Cela fait des semaines que Bucha a été sous contrôle russe pour la dernière fois, mais la ville est toujours sous le choc de la guerre – et des histoires de vie sous occupation continuent de sortir du site désormais tristement célèbre des crimes de guerre présumés commis par les forces russes.
Le Dr Ihor Kovalchuk, chef du service de neurologie à l’hôpital de la ville d’Irpin et le Dr Yevhen Repyov, orthopédiste et traumatologue, racontent la vie à Bucha pendant les combats, sous l’occupation russe et l’afflux de patients qu’ils ont reçus pendant cette période.
Tous deux se souviennent des civils abattus par des tireurs d’élite russes, des enfants blessés et de tant de patients amenés dans la salle d’opération que le flot continu de victimes semblait sans fin.
Chirurgien expérimenté depuis 25 ans, le Dr Repyov se souvient qu’il a commencé à recevoir ses premiers patients de Hostomel le 24 février. Les premiers parmi les blessés étaient les pompiers locaux, puis plus tard dans la nuit, 12 membres de la brigade de Lviv.
« Tous les patients étaient dans un état grave parce que la logistique ne fonctionnait pas », a déclaré le Dr Repyov.

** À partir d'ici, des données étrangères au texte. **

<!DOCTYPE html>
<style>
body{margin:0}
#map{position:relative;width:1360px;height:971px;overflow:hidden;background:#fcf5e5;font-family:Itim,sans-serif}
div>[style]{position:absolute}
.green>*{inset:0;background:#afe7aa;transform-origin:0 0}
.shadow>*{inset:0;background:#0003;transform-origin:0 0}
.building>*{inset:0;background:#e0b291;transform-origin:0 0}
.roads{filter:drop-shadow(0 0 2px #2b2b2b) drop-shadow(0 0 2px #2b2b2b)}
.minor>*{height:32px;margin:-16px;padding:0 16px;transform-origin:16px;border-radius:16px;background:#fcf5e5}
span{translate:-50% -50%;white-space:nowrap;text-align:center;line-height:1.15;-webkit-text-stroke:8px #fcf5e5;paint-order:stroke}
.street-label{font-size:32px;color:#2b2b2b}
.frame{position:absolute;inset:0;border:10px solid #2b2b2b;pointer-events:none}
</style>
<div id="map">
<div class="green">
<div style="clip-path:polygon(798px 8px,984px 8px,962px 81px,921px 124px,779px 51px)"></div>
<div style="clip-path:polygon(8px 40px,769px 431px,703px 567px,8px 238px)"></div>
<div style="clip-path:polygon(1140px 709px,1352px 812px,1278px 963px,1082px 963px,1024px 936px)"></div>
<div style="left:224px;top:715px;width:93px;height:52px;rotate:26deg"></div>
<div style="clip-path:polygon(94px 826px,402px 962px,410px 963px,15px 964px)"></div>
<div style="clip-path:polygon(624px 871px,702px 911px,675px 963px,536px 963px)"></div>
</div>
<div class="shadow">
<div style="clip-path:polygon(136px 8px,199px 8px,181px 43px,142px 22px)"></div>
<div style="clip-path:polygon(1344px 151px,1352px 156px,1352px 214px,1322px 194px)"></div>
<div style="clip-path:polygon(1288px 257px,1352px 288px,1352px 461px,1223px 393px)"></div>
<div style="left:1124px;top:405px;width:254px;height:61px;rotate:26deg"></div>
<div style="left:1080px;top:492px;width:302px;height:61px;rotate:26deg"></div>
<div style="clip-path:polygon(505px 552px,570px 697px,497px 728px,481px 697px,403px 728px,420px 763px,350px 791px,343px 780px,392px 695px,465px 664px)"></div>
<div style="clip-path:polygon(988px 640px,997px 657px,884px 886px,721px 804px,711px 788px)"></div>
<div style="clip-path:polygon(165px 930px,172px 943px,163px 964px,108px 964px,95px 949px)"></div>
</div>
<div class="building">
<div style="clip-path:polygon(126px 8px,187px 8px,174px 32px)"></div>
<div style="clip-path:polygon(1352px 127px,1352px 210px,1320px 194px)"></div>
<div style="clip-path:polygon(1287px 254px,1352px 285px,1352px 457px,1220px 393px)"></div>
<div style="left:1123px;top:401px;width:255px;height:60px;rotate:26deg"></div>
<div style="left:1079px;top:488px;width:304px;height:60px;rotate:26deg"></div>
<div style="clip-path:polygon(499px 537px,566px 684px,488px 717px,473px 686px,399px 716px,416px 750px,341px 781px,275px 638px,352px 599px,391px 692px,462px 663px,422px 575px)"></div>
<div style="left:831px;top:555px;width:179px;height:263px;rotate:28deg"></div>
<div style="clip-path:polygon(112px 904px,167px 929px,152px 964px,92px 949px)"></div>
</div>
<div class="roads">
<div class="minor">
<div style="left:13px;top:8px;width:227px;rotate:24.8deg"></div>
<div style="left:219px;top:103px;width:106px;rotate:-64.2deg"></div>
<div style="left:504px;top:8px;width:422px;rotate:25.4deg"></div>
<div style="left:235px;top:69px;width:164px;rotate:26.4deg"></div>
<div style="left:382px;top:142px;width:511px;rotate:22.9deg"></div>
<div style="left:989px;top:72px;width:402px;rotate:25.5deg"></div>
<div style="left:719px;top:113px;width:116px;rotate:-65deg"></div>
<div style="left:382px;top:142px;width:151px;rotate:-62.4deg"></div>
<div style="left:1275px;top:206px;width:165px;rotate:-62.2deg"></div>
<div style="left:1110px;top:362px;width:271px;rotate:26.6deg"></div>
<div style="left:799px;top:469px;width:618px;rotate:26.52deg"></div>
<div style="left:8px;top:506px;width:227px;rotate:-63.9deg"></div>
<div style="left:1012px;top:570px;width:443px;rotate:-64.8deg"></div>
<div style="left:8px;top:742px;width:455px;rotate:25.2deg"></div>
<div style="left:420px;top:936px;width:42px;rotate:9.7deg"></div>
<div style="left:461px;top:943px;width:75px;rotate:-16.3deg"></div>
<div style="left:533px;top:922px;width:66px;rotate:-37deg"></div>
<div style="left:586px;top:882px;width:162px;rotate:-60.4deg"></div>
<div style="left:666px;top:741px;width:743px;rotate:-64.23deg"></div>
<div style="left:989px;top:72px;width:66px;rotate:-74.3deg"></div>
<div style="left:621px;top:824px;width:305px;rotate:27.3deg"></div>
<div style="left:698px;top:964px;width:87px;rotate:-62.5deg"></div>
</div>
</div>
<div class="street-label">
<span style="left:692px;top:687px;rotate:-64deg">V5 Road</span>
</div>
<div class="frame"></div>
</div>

« Les occupants n’ont pas permis que les blessés soient emmenés. Ceux qui pouvaient marcher par eux-mêmes ont atteint l’hôpital. Beaucoup se sont retrouvés sans soins médicaux. »
« Les gens nous ont appelés et nous ont demandé : qu’est-ce que je fais ? J’ai une jambe déchirée, je suis assis dans le sous-sol à Vorzel ou à Hostomel », se souvient le Dr Repyov.
Tout véhicule une cible, même une ambulance
Après que les forces russes ont pris le contrôle de Bucha, les médecins ont été tenus de porter un bandage blanc afin de quitter l’hôpital, et seulement pendant la journée et à pied. Ils ont été avertis que n’importe quel véhicule pourrait être sous le feu, même une ambulance.
Le Dr Kovalchuk a décidé de rester aussi longtemps qu’il le pouvait.
« J’ai eu l’occasion de partir d’ici quand les Russes étaient à la périphérie de Bucha, alors que la guerre ne faisait que commencer. J’ai eu cette opportunité avant même qu’ils ne viennent ici », a-t-il déclaré.
Mais je ne l’ai pas pris, je savais que je devais être ici, que je devais aider les gens. J’ai donc été ici jusqu’à la fin, comme cela s’est produit, jusqu’au 10 mars. Bien sûr, je n’aurais pas pu faire autrement. »
Tous les médecins et patients de l’hôpital de la ville d’Irpin ont été évacués vers Belohodka puis Kiev entre le 10 et le 11 mars.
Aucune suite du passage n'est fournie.